What to produce:
Locate every line below that contains the word "down" and copy it.

Supplied records:
########

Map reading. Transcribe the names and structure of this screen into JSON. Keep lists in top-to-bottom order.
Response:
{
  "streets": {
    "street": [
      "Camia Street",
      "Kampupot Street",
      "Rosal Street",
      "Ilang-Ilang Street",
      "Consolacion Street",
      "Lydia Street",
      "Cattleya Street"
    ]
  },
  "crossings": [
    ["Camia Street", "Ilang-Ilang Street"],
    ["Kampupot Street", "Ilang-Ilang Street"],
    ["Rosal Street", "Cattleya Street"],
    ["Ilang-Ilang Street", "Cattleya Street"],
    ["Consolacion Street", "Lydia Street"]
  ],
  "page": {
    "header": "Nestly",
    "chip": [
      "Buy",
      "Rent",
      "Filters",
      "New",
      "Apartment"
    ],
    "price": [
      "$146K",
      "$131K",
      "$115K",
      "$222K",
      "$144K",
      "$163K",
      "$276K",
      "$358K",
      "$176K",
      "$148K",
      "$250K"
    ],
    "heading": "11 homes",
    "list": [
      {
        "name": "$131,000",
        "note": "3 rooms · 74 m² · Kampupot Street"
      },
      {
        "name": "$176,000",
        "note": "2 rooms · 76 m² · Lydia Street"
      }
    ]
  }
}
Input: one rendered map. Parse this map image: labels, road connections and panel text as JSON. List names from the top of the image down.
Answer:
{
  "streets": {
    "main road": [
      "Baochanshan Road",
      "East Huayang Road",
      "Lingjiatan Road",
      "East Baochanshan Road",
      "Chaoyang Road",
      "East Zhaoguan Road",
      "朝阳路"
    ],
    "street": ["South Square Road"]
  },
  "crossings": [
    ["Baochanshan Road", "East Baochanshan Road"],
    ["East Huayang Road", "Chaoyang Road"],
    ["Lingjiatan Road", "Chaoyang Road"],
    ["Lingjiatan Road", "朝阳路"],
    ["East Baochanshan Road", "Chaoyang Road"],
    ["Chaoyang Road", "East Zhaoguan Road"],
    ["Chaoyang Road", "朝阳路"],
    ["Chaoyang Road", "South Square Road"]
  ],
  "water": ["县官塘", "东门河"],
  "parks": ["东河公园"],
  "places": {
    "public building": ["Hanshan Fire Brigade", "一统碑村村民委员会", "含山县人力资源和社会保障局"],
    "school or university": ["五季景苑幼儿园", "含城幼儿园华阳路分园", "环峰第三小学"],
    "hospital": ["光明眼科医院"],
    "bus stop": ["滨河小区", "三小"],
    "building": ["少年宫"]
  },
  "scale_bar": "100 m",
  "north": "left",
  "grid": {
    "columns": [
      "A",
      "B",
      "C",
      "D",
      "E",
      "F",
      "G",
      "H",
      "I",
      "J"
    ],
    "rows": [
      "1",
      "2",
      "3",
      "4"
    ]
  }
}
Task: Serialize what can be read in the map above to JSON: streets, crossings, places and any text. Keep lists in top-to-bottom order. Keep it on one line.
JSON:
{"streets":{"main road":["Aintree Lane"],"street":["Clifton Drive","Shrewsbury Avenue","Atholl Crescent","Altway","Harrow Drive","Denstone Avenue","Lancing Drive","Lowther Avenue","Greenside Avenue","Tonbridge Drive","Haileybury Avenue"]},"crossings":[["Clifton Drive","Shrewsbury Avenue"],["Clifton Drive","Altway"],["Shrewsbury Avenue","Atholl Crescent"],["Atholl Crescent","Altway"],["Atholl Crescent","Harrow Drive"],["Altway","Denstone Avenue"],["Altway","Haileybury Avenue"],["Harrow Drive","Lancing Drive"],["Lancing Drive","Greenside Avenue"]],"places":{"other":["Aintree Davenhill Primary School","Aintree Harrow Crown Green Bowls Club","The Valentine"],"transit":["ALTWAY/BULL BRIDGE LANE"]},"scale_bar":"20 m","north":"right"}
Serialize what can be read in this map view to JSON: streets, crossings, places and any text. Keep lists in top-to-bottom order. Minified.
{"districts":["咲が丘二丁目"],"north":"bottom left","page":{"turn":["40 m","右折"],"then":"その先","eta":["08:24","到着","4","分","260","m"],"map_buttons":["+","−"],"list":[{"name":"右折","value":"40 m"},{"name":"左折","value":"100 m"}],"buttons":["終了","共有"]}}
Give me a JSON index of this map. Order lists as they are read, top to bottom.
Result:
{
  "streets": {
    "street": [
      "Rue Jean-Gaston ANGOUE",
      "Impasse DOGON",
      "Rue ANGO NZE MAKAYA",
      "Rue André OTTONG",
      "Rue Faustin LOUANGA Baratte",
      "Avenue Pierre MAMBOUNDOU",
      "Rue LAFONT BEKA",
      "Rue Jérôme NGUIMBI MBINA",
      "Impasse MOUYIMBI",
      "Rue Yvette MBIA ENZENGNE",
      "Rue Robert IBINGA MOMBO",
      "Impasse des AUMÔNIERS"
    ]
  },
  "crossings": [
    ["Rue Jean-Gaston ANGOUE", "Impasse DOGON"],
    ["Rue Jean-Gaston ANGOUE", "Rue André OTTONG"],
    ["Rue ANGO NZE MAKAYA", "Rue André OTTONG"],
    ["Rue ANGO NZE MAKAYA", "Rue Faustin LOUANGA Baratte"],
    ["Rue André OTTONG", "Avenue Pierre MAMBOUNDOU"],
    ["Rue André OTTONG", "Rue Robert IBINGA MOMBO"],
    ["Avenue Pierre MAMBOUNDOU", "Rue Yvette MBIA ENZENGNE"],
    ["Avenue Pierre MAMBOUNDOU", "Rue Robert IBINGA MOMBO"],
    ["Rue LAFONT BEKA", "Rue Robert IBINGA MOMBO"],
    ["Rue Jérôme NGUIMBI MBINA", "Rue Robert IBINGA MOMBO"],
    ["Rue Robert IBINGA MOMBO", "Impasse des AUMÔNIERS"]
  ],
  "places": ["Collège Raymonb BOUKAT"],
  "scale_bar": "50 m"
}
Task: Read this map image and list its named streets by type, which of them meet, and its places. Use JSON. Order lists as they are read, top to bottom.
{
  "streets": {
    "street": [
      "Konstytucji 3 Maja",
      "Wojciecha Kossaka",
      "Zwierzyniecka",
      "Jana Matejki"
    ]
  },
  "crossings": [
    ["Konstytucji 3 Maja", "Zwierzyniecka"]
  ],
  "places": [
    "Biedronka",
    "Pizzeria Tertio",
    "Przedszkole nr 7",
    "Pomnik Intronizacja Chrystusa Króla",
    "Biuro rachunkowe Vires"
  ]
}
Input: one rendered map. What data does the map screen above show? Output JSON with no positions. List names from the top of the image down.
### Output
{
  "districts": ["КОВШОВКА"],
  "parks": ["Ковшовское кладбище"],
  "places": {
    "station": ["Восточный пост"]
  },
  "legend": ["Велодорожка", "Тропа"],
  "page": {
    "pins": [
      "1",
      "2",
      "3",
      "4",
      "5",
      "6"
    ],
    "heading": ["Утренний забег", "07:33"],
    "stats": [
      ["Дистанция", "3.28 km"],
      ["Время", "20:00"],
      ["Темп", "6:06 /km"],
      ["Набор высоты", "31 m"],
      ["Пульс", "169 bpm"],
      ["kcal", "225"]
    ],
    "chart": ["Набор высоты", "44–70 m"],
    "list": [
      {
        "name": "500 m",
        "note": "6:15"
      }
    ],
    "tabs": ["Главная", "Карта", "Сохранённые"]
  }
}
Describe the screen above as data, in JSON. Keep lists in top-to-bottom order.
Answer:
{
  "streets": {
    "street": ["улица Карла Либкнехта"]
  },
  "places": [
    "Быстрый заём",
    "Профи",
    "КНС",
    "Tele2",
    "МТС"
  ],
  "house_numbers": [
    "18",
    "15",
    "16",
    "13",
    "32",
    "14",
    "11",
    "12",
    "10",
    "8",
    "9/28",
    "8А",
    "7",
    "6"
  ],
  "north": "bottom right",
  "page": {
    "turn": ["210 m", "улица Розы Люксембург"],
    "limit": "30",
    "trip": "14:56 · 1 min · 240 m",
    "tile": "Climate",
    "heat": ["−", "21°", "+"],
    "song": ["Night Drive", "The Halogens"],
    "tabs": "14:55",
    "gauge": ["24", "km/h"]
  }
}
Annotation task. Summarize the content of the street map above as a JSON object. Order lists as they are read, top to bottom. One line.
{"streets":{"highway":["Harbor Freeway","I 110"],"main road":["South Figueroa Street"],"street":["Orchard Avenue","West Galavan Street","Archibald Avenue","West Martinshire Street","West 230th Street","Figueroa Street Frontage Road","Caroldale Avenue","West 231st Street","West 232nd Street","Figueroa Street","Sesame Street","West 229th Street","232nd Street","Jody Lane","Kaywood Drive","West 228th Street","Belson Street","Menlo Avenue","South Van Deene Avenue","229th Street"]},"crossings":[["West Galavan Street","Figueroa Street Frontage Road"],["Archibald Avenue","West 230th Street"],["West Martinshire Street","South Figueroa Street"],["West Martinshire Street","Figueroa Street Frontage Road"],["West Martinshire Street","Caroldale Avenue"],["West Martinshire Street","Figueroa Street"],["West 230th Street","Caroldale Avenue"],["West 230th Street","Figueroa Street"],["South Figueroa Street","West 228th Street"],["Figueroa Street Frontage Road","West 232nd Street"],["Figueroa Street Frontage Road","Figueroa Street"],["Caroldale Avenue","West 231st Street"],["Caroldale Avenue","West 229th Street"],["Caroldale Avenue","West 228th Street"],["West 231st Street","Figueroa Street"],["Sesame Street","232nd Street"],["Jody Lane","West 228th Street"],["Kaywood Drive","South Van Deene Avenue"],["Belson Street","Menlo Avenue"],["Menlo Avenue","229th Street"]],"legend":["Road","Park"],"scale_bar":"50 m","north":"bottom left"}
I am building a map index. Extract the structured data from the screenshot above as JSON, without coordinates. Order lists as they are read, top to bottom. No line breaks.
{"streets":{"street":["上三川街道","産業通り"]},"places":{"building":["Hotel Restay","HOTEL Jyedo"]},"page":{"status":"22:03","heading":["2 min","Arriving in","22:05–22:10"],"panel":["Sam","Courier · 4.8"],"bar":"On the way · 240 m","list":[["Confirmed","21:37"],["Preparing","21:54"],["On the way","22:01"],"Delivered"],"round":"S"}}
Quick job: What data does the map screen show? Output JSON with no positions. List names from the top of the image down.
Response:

########

Result of the task:
Input: one rendered map. Parse this map image: labels, road connections and panel text as JSON. List names from the top of the image down.
Input: one rendered map. What data does the map screen above show? Output JSON with no positions. List names from the top of the image down.
Quick job: What data does the map screen show? Output JSON with no positions. List names from the top of the image down.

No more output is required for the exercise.